Russian Ark - “Perhaps the most inventive ever made – perhaps the greatest ‘gorilla’ in film history”. Illustrating the moment before the death of a society. Sokurov: “It is a symbol of the destruction of people by others”. The astonishing unfolding of a single take and the moment it ends captured in the behind the scenes documentary. (Is the presence of this material in the series a sign by Cousins that making of material is becoming more important in filmmaking, and much more accessible to a wider audience with the advent of DVD; or simply another element to his theory of reality and fiction merging?)
“The most serious director of the 21st century, and the most daring. He, and filmmakers like him, suggest that the future of cinema is in provocative hands”.
Epilogue: 2046
What is film’s future?
Inception as a metaphor for filmgoing – layers of imagery, collective dreaming, “a slight embarrassment at the intimacy of the dream they have just shared”.
A dream within a dream.
Characters playing a virtual game with virtual personas, living and dying together in a deeper layer of reality.
Eternal Sunshine of the Spotless Mind – on the run from a disappearing past. “What if the same happened to film? If in a digital or ideological storm film were wiped or banned and impossible to see?...”

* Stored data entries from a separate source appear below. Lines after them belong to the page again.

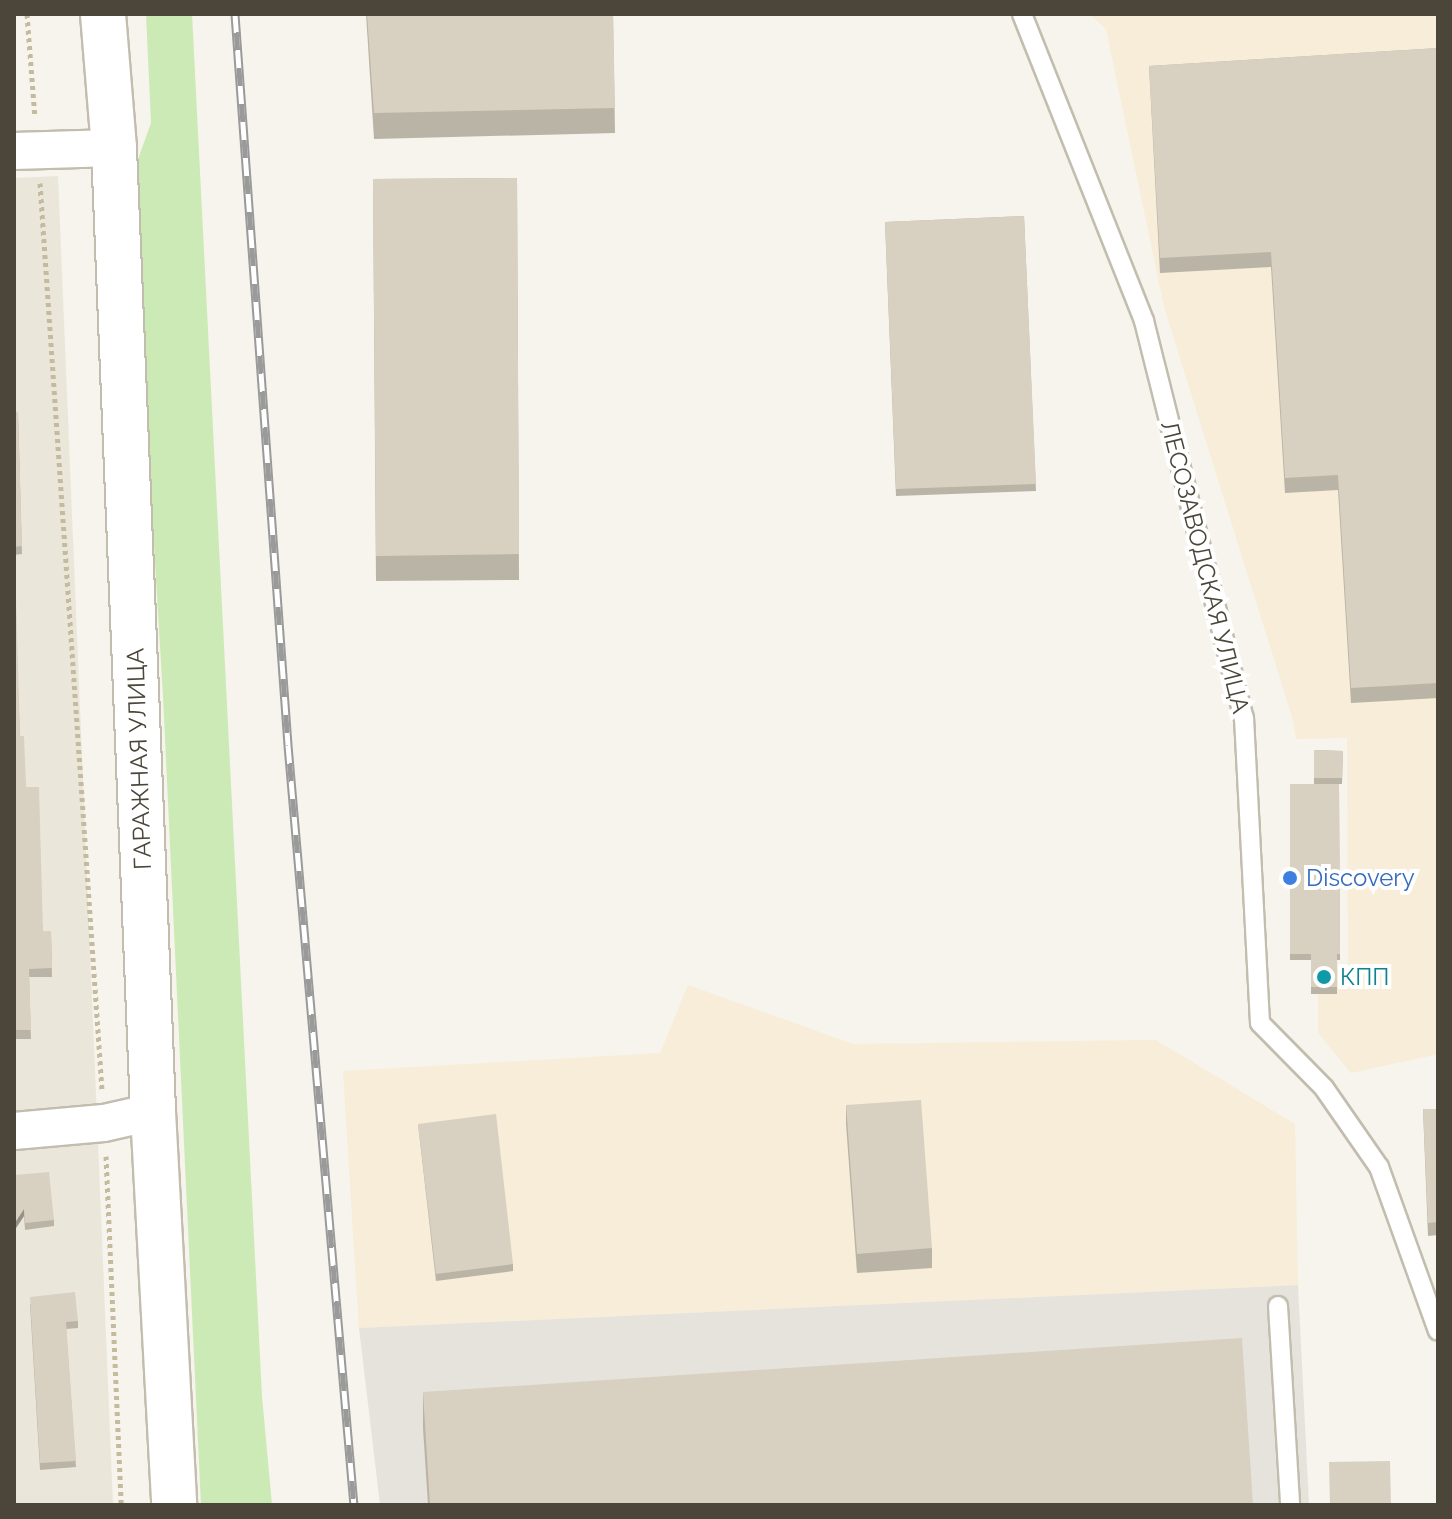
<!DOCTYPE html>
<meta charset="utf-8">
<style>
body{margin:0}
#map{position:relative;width:1452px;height:1519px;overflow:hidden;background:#f6f4ec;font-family:Raleway,sans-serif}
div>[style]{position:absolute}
.residential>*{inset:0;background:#eae7da}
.commercial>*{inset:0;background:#f7edd8}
.industrial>*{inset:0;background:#e6e3dd}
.green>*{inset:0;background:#cceab5}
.path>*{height:5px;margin-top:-2.5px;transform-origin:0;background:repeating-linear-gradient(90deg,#c4bb9f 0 4px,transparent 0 8px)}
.roads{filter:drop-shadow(2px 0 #c2bdae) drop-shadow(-2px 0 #c2bdae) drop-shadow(0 2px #c2bdae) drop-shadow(0 -2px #c2bdae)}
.service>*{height:18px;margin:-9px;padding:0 9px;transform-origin:9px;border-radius:9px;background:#fff}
.minor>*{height:36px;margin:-18px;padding:0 18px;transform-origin:18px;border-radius:18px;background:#fff}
.tertiary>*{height:44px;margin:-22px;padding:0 22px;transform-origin:22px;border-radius:22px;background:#fff}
.rail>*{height:9px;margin-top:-4.5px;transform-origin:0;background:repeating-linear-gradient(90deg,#fff 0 18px,#9a9a9a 0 36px);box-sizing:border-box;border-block:2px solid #9a9a9a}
.wall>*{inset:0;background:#bab4a6}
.shaded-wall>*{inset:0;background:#979287}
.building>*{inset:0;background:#d8d1c1}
.dots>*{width:22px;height:22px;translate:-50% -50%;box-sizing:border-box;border:4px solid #fff;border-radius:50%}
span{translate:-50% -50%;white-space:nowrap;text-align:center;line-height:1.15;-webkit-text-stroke:8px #fff;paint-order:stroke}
.street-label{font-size:24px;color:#4b4639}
.shop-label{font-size:24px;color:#366cbe}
.left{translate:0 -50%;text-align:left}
.culture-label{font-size:24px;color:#0d838f}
.frame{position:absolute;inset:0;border:16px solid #4b4639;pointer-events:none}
</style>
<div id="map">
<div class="residential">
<div style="clip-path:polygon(58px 176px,113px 1505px,14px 1505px,14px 178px)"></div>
</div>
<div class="commercial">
<div style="clip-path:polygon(1089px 14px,1438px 14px,1438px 1054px,1351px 1073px,1318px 1033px,1318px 994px,1337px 994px,1337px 964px,1348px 963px,1347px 738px,1296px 739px,1293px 720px,1164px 307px,1106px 29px)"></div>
<div style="clip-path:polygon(688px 985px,853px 1044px,1156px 1040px,1295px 1124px,1298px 1285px,359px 1328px,343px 1071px,660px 1053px)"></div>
</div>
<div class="industrial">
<div style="clip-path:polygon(1298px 1285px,1309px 1505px,380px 1505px,359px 1328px)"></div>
</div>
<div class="green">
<div style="clip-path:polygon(146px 14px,192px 14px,262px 1396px,272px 1505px,201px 1505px,163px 696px,132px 176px,151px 123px)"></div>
</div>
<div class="path">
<div style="left:27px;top:14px;width:103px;rotate:85.6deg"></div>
<div style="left:40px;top:183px;width:909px;rotate:86.09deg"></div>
<div style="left:106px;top:1156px;width:349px;rotate:87.5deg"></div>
</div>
<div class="roads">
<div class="service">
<div style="left:1022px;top:14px;width:330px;rotate:68.3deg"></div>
<div style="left:1144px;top:321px;width:409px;rotate:75.9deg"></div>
<div style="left:1244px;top:718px;width:305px;rotate:87deg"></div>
<div style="left:1260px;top:1023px;width:91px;rotate:45.4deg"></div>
<div style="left:1324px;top:1088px;width:96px;rotate:55.2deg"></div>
<div style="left:1379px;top:1167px;width:174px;rotate:70.2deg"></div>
<div style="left:1278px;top:1306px;width:199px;rotate:86.5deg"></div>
</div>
<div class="minor">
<div style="left:14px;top:151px;width:100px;rotate:-1.7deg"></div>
<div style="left:14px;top:1131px;width:90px;rotate:-5.1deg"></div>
<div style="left:104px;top:1123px;width:50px;rotate:-12.7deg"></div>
</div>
<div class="tertiary">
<div style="left:103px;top:14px;width:134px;rotate:85.3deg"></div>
<div style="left:114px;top:148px;width:965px;rotate:87.68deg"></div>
<div style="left:153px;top:1112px;width:394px;rotate:86.9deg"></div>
</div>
</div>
<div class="rail">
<div style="left:235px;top:14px;width:733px;rotate:85.85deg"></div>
<div style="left:288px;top:745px;width:763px;rotate:85.04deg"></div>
</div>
<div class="wall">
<div style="clip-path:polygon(366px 14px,613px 14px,615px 133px,374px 139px)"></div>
<div style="clip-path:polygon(1438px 48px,1438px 698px,1351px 703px,1338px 490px,1285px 493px,1271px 267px,1160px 273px,1149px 66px)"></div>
<div style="clip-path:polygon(517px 178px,519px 580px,376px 581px,373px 179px)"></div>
<div style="clip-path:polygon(1024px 216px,1036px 491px,896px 496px,885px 222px)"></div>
<div style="clip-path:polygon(14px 412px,18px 412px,22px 554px,14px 555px)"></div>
<div style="clip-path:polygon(14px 596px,20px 736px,43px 931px,51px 931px,52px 977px,29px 977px,31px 1039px,14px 1039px)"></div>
<div style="clip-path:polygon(1314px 750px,1343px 751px,1342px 784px,1339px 784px,1340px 960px,1337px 960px,1337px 994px,1311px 994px,1311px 960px,1290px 960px,1290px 784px,1314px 784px)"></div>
<div style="clip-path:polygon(846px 1105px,932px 1248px,932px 1268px,857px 1273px,846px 1124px)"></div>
<div style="clip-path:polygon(1423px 1109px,1438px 1109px,1438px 1235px,1428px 1236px)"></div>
<div style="clip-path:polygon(418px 1124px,513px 1264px,513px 1271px,436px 1281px)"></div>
<div style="clip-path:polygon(14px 1175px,54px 1220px,54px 1226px,25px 1230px,24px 1216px,14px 1231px)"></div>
<div style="clip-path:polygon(30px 1304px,78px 1321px,78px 1328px,66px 1329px,76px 1467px,40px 1470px)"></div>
<div style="clip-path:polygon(423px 1392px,1253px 1505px,428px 1505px,423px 1428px)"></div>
</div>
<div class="shaded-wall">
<div style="clip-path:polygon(24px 1209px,24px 1216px,14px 1231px,14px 1224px)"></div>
</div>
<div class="building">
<div style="clip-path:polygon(367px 14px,613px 14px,615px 108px,374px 113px)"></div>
<div style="clip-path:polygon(1438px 48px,1438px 683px,1351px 688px,1338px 475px,1285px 478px,1271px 252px,1160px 258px,1149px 66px)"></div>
<div style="clip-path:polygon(517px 178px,519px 554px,376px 556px,373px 179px)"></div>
<div style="clip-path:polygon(1024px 216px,1036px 484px,896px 489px,885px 222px)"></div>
<div style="clip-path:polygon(14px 412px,18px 412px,22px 546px,14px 547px)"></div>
<div style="clip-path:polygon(14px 596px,16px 596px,20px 736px,24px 736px,26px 787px,39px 787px,43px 931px,51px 931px,52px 968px,29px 969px,31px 1030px,14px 1030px)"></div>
<div style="clip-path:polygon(1314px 750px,1343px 751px,1342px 778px,1314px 778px)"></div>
<div style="clip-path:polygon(1290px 784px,1339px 784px,1340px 954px,1337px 954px,1337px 987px,1311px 987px,1311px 954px,1290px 954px)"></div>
<div style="clip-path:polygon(921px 1100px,932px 1248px,857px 1254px,846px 1105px)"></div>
<div style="clip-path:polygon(1423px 1109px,1438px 1109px,1438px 1222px,1428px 1223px)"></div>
<div style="clip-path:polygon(496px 1114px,513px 1264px,436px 1274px,418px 1124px)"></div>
<div style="clip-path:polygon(49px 1172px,54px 1220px,25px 1223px,24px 1209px,14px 1224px,14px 1175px)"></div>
<div style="clip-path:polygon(75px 1292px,78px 1321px,66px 1322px,76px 1461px,40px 1463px,30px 1297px)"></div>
<div style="clip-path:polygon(1242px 1338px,1253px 1505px,430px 1505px,423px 1392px)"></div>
<div style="clip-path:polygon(1390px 1461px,1391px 1505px,1330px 1505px,1329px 1462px)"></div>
</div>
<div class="dots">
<div style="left:1290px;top:878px;background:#3f7fe0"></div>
<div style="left:1324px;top:977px;background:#0f9aa8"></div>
</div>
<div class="street-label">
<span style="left:1205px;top:567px;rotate:76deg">ЛЕСОЗАВОДСКАЯ УЛИЦА</span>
<span style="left:139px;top:759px;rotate:-92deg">ГАРАЖНАЯ УЛИЦА</span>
</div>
<div class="shop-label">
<span class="left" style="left:1306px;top:878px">Discovery</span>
</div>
<div class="culture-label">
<span class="left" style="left:1340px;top:977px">КПП</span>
</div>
<div class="frame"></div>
</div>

Sealed Archives - ”…except in a bunker or room like this. If so, then we have to remember them.” People, places, objects involved in a film (and the studios and workshops where the filmmakers worked - vacated spaces from the interviews throughout the series, flash frames of the filmmakers) preserved by those who remember. Like the 'living books' in Fahrenheit 451.
“Or will cinema have a greater role in our lives?” – the
plaza in Ouagadougou where filmmakers joined hands in tribute to those who passed in the last year.